"What is it this Dr. Danvers apprehends?"
"He fears an affection of the spinal marrow, a slow and lingering malady, full of pain. O, it is too dreadful!" cried the agonised wife, clasping her hands in a paroxysm of despair. "What has he done to be so afflicted? how has he deserved such suffering, he who worked so hard, and denied himself all pleasures in his youth—he who has been so good and generous to others? Why should he be tortured?"
"Dear Mrs. Wyllard, pray do not give way to grief. The doctor may be mistaken. He ought not to have told you so much."
"It was right of him to tell me. I begged him to keep nothing from me—not to treat me as a child. If there is a martyrdom to be borne, I will bear my part of it. Yes, I will suffer with him, pang for pang, for to see him in pain will be as sharp an agony for me as the actual torture can be for him. He is resting now, dozing from the effect of the morphia which they have injected under the skin."

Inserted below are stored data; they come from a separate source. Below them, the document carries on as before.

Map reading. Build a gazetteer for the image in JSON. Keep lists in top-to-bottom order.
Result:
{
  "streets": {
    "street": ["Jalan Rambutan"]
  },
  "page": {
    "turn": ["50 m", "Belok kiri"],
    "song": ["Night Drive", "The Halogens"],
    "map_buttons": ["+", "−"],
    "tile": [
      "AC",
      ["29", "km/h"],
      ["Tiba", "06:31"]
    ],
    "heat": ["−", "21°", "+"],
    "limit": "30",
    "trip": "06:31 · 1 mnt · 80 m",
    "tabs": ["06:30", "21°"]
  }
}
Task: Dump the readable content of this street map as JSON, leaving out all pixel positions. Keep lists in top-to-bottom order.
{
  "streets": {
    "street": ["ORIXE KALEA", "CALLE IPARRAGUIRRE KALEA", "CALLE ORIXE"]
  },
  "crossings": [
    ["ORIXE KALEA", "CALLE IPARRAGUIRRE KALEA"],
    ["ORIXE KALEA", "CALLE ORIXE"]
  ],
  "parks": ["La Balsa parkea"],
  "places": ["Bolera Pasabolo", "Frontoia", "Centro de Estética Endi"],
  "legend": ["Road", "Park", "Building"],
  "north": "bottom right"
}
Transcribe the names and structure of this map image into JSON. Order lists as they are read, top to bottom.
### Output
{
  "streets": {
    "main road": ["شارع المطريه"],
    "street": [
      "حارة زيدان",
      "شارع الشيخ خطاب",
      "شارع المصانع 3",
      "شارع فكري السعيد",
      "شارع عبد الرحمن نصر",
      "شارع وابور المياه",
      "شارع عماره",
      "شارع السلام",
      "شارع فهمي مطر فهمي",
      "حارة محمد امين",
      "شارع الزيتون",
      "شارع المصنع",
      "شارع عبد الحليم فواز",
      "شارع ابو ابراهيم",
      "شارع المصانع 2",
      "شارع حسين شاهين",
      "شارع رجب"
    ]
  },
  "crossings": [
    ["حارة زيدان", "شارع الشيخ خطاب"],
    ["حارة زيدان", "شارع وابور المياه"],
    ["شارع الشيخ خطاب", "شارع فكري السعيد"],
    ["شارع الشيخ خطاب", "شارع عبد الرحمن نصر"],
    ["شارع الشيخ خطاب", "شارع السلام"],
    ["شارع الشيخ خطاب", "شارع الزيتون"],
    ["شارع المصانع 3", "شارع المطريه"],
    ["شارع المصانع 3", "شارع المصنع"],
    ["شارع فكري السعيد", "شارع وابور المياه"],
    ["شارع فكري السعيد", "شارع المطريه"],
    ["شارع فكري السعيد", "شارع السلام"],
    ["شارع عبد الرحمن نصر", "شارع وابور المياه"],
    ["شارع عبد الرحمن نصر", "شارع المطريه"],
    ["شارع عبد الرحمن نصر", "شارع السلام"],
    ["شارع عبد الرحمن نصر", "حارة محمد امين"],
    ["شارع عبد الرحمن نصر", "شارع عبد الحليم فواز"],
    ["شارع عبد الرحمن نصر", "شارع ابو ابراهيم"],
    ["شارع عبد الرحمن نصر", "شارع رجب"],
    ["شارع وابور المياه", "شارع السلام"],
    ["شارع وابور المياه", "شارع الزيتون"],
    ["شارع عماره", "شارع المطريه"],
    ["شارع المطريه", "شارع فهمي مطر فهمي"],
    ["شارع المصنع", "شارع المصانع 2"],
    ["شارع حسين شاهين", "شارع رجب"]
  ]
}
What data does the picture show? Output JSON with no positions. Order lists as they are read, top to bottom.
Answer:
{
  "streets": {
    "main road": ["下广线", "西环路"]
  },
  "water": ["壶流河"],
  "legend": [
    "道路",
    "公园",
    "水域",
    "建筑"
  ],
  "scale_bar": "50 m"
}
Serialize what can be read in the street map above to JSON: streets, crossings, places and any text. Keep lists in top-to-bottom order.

"I trust if Sir William Spencer come that he will be able to give you a more hopeful opinion."
"Yes, I am putting my trust in that. But I am full of fear. Dr. Danvers has such a shrewd clever air. He does not look the kind of man to be mistaken."
"But in these nervous disorders there is always room for error. You must hope for the best."
"I will try to hope, for Julian's sake. Goodbye. I must go back to my place at his bedside. I don't want him to see a strange face when he awakes."
"Good-bye. Remember, if there is any service I can render you, the slightest or the greatest, you have only to command me. I shall call this evening to hear how your patient progresses, and if Spencer is coming. But I shall not ask to see you."
He left the hotel full of trouble at the agony of one he loved. He thought of Dora in her helplessness, her loneliness, watching the slow decay of that vigorous frame, the gradual extinction of that powerful mind. What martyrdom could be more terrible for a tender-hearted woman?